§ **Dataset content**:

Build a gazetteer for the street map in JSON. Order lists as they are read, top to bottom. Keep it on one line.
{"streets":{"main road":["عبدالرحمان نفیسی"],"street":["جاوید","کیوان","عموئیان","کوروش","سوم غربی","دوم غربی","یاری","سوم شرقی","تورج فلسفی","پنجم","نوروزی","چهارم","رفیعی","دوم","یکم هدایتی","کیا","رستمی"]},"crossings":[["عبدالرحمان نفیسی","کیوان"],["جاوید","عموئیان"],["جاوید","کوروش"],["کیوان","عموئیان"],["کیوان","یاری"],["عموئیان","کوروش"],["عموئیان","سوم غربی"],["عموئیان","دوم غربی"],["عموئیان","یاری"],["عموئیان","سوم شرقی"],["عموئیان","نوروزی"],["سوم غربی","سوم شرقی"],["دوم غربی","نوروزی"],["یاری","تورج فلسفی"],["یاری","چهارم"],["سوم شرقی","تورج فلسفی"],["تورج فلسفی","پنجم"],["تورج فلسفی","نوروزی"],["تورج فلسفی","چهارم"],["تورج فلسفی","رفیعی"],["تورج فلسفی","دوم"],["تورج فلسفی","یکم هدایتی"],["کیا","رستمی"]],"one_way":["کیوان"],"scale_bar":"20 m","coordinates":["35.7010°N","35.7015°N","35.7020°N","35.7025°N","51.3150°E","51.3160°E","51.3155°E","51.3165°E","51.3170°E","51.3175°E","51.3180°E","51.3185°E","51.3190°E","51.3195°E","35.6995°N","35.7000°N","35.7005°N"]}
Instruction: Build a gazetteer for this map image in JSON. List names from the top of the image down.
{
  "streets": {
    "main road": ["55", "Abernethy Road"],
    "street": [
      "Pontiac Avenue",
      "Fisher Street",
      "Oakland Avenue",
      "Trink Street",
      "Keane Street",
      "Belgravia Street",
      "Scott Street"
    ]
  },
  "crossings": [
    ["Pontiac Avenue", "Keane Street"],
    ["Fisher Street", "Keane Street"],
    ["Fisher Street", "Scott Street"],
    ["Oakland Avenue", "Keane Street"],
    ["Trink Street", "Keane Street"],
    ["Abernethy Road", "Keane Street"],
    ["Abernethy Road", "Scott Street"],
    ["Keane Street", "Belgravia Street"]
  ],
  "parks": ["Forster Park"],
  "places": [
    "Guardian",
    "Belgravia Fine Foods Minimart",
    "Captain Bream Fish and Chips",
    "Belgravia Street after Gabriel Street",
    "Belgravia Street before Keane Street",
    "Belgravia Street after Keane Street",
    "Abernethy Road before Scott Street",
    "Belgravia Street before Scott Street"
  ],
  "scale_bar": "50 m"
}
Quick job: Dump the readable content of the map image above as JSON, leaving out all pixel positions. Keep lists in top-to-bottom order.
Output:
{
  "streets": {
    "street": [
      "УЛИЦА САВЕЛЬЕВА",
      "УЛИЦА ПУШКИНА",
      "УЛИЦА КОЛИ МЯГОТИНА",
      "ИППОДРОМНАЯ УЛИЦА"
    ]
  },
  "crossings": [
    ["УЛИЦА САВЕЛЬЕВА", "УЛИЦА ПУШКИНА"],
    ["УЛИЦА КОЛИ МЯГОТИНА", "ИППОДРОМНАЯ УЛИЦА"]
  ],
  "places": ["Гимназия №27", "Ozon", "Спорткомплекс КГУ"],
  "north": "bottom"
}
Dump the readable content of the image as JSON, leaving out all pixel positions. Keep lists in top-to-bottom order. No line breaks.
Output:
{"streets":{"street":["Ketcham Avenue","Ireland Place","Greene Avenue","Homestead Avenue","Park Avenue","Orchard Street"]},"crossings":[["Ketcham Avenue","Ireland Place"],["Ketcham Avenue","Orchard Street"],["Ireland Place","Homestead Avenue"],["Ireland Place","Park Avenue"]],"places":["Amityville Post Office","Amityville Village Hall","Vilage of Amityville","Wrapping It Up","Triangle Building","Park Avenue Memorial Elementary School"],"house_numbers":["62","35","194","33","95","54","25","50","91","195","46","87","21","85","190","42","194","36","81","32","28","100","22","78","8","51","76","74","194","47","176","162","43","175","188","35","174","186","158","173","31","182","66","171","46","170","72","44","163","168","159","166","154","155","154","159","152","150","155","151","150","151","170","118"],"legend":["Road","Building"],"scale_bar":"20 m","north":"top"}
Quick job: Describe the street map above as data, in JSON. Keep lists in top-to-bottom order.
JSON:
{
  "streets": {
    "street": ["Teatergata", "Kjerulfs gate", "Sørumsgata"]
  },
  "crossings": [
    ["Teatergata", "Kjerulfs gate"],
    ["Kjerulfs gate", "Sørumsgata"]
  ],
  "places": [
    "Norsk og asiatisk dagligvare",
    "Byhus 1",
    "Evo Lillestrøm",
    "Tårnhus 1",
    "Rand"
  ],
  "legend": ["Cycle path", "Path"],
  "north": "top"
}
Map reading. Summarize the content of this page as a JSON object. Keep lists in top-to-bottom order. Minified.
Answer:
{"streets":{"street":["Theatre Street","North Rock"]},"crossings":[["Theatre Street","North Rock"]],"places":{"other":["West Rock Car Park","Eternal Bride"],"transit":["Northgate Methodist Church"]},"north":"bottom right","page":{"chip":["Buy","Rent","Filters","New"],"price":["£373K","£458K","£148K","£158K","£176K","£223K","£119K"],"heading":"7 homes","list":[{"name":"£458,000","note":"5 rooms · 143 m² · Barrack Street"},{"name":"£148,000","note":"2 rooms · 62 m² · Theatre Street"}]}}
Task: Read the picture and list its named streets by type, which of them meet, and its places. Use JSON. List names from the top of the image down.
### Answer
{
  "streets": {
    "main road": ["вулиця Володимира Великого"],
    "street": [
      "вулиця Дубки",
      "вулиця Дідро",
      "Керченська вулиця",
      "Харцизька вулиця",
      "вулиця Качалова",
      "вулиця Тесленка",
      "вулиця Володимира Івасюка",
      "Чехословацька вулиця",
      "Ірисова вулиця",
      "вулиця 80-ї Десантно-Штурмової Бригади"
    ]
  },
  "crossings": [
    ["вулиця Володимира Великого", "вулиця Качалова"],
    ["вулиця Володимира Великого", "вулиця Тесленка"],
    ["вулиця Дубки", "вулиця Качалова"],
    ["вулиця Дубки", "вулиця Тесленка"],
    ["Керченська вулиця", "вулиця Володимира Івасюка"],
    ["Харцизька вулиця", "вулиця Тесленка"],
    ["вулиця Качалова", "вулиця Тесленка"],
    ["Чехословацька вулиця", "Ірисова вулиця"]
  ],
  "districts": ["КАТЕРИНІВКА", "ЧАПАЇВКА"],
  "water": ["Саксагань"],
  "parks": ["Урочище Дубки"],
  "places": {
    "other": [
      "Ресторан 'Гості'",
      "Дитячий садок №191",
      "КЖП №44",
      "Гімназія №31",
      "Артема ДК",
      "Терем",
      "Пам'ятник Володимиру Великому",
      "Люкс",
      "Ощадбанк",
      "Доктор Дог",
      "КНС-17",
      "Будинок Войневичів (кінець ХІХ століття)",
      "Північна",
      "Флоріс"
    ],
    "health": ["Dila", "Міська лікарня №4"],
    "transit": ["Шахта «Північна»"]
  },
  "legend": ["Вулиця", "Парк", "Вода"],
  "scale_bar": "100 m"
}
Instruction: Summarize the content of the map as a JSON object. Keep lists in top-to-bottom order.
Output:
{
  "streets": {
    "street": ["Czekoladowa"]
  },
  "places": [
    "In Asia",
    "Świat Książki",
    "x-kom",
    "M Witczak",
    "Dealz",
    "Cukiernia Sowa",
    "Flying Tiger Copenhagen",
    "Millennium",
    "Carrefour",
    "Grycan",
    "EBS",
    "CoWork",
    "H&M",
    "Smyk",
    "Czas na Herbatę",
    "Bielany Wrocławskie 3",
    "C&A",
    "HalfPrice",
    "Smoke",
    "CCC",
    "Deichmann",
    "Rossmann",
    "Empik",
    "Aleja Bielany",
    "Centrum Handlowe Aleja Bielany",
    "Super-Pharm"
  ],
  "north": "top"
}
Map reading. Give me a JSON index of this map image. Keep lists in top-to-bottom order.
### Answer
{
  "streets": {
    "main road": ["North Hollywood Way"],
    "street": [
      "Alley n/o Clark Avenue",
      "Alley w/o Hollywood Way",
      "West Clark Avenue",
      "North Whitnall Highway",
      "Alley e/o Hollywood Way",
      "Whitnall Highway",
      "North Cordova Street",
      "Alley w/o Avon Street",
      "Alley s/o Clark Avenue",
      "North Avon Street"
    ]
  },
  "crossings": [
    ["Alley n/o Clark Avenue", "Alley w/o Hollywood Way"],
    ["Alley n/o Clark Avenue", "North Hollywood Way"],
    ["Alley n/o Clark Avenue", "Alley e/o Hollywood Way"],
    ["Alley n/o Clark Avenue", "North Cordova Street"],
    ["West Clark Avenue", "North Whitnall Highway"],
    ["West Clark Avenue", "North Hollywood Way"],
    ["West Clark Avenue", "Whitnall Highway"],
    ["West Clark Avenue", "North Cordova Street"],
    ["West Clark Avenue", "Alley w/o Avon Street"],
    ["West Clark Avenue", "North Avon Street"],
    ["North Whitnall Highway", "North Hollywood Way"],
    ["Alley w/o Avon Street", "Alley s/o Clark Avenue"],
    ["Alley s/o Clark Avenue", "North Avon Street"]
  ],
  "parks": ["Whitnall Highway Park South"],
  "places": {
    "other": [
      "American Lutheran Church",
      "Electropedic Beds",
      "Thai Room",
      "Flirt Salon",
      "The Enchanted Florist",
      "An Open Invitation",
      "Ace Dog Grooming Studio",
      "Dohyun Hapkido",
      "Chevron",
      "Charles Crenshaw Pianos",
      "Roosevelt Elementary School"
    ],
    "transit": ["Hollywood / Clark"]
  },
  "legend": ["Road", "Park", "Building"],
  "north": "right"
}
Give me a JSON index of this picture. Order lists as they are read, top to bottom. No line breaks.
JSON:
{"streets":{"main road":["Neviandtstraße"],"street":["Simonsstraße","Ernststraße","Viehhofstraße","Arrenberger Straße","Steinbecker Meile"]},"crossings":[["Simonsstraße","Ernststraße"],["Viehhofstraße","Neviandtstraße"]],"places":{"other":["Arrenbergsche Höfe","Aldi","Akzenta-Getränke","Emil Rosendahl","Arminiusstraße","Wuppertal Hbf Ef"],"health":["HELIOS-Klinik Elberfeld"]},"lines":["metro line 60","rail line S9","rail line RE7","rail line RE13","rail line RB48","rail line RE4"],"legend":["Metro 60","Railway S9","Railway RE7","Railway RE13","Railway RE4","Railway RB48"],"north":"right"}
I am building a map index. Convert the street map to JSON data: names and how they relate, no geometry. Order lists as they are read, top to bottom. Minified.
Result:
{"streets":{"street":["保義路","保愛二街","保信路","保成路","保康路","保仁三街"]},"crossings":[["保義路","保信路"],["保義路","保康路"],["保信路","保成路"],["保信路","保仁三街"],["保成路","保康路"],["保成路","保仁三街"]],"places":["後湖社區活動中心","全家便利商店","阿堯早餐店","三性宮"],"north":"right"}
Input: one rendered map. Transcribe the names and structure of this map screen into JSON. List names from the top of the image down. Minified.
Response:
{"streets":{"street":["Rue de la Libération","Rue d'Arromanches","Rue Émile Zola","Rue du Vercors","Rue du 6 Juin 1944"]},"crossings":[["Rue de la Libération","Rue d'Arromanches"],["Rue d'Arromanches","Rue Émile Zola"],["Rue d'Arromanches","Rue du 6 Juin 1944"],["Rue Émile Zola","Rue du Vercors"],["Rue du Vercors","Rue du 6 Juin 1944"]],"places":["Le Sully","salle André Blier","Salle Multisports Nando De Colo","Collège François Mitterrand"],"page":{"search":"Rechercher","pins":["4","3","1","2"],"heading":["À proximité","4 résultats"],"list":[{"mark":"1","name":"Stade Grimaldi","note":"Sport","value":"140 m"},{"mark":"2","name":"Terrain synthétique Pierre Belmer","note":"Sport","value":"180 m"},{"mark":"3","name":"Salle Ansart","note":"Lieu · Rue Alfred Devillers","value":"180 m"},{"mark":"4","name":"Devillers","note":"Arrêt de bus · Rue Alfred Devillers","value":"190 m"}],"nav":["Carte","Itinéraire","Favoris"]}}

§ **Requirement**: Return the count of lines in the entries above that include the word "Cordova", without any added text.

§ **Result of this exercise**: 3